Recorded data
-------
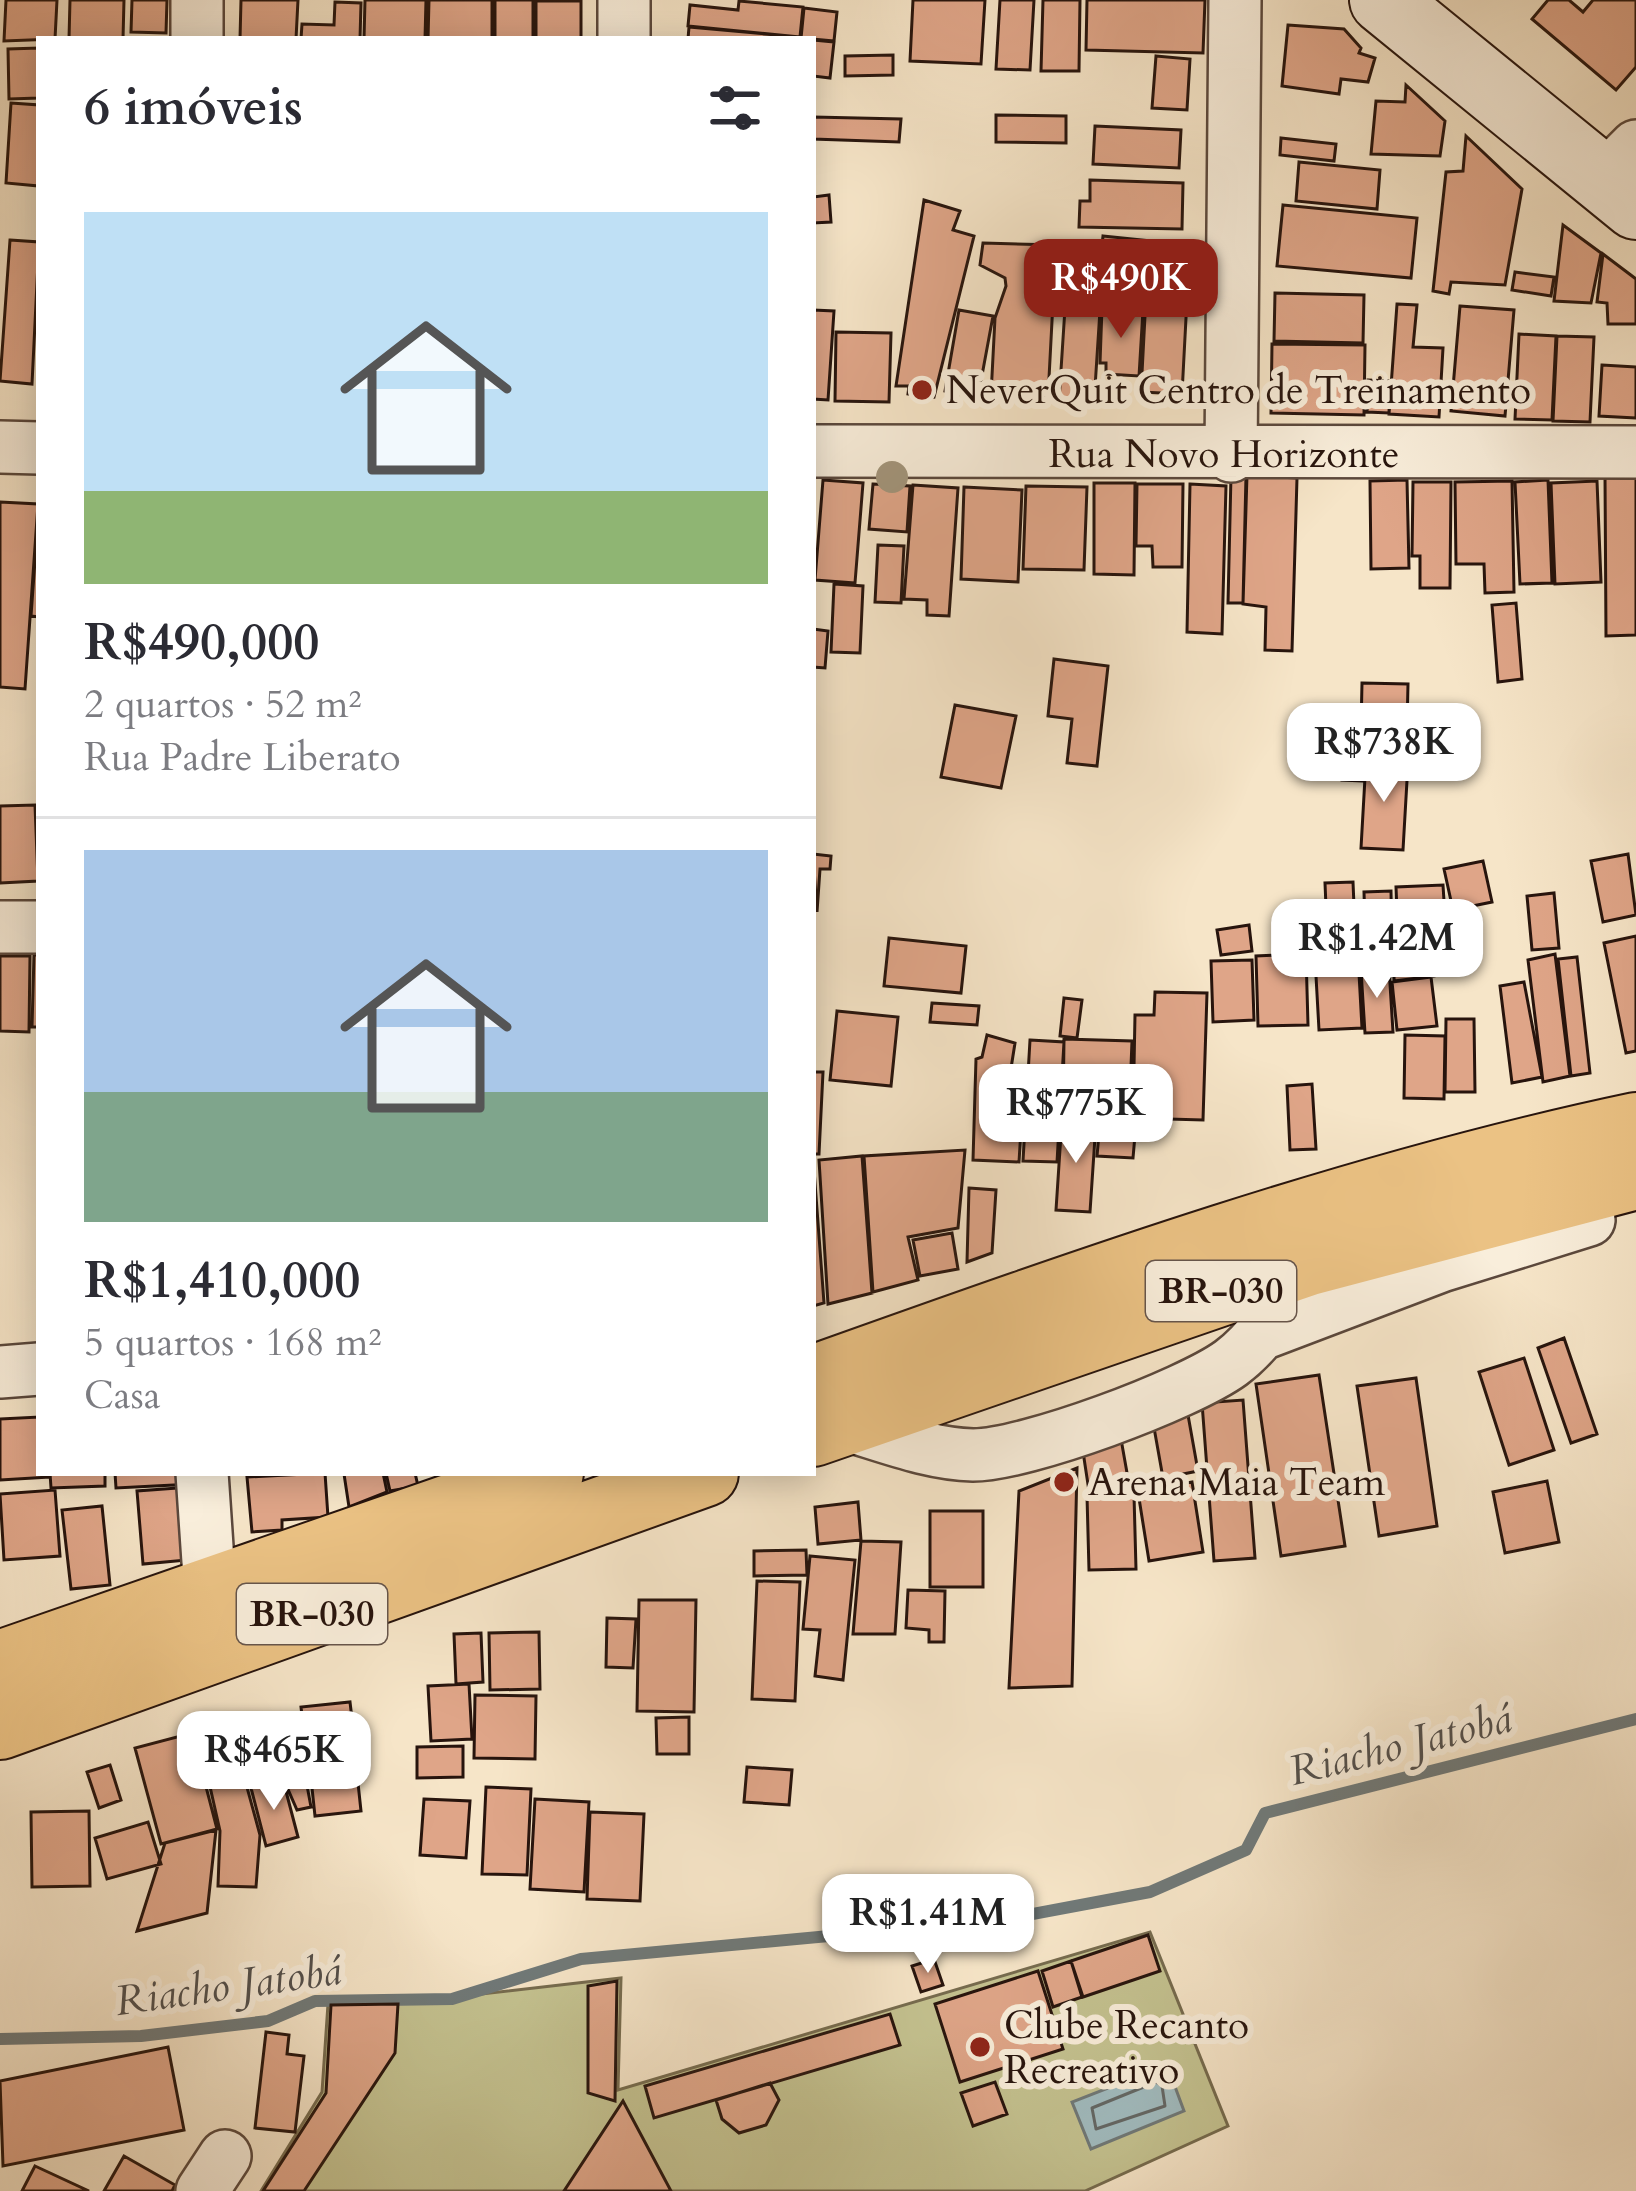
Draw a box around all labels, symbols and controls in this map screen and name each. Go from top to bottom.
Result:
text: 6 imóveis [84,73,303,143]
icon: filters [702,75,768,141]
pin: R$490K [1023,239,1219,341]
text: R$490K [1051,251,1191,304]
icon: home [318,290,534,506]
place label: NeverQuit Centro de Treinamento [946,364,1531,417]
marker: NeverQuit Centro de Treinamento [909,377,935,403]
street label: Rua Novo Horizonte [1049,428,1399,481]
text: R$490,000 [84,608,319,678]
text: 2 quartos · 52 m² [84,678,362,731]
pin: R$738K [1286,703,1482,805]
text: R$738K [1314,715,1454,768]
text: Rua Padre Liberato [84,731,401,784]
pin: R$1.42M [1266,899,1488,1001]
text: R$1.42M [1298,911,1456,964]
icon: home [318,928,534,1144]
pin: R$775K [978,1064,1174,1166]
text: R$775K [1006,1076,1146,1129]
text: R$1,410,000 [84,1246,360,1316]
road number: BR-030 [1146,1261,1296,1321]
text: 5 quartos · 168 m² [84,1316,382,1369]
text: Casa [84,1369,161,1422]
place label: Arena Maia Team [1088,1456,1385,1509]
marker: Arena Maia Team [1051,1469,1077,1495]
road number: BR-030 [237,1584,387,1644]
water label: Riacho Jatobá [1283,1689,1519,1800]
pin: R$465K [176,1711,372,1813]
text: R$465K [204,1723,344,1776]
pin: R$1.41M [817,1874,1039,1976]
text: R$1.41M [849,1886,1007,1939]
water label: Riacho Jatobá [111,1942,346,2030]
place label: Clube Recanto Recreativo [1004,1999,1249,2097]
marker: Clube Recanto Recreativo [967,2034,993,2060]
-------
Exercise objective
Return a copy of every line in the records that includes the string "Centro".

Response area
place label: NeverQuit Centro de Treinamento [946,364,1531,417]
marker: NeverQuit Centro de Treinamento [909,377,935,403]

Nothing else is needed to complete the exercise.